**ABOUT THIS EXERCISE:**
Retype every record that appears below, unchanged.

Data excerpts

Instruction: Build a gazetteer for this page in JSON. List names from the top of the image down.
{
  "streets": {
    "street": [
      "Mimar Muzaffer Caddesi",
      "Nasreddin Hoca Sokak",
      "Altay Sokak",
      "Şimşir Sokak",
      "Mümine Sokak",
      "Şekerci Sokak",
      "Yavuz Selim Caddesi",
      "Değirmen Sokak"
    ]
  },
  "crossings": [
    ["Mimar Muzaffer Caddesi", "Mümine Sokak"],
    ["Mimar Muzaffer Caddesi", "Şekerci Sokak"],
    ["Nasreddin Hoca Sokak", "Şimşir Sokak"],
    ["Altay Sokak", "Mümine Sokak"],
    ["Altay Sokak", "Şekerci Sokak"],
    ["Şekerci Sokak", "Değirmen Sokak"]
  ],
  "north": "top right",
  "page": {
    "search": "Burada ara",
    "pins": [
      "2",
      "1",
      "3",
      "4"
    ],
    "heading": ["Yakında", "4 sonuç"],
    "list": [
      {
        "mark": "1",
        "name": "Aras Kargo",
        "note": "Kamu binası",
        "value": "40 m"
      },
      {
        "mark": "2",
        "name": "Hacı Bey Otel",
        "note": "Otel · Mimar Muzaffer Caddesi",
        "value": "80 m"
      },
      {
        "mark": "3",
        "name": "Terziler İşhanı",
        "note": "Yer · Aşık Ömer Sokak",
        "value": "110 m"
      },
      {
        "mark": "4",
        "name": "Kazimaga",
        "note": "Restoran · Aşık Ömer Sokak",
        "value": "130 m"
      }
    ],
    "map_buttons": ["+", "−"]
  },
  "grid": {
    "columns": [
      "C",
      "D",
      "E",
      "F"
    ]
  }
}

**WORKED SOLUTION:**
Instruction: Build a gazetteer for this page in JSON. List names from the top of the image down.
{
  "streets": {
    "street": [
      "Mimar Muzaffer Caddesi",
      "Nasreddin Hoca Sokak",
      "Altay Sokak",
      "Şimşir Sokak",
      "Mümine Sokak",
      "Şekerci Sokak",
      "Yavuz Selim Caddesi",
      "Değirmen Sokak"
    ]
  },
  "crossings": [
    ["Mimar Muzaffer Caddesi", "Mümine Sokak"],
    ["Mimar Muzaffer Caddesi", "Şekerci Sokak"],
    ["Nasreddin Hoca Sokak", "Şimşir Sokak"],
    ["Altay Sokak", "Mümine Sokak"],
    ["Altay Sokak", "Şekerci Sokak"],
    ["Şekerci Sokak", "Değirmen Sokak"]
  ],
  "north": "top right",
  "page": {
    "search": "Burada ara",
    "pins": [
      "2",
      "1",
      "3",
      "4"
    ],
    "heading": ["Yakında", "4 sonuç"],
    "list": [
      {
        "mark": "1",
        "name": "Aras Kargo",
        "note": "Kamu binası",
        "value": "40 m"
      },
      {
        "mark": "2",
        "name": "Hacı Bey Otel",
        "note": "Otel · Mimar Muzaffer Caddesi",
        "value": "80 m"
      },
      {
        "mark": "3",
        "name": "Terziler İşhanı",
        "note": "Yer · Aşık Ömer Sokak",
        "value": "110 m"
      },
      {
        "mark": "4",
        "name": "Kazimaga",
        "note": "Restoran · Aşık Ömer Sokak",
        "value": "130 m"
      }
    ],
    "map_buttons": ["+", "−"]
  },
  "grid": {
    "columns": [
      "C",
      "D",
      "E",
      "F"
    ]
  }
}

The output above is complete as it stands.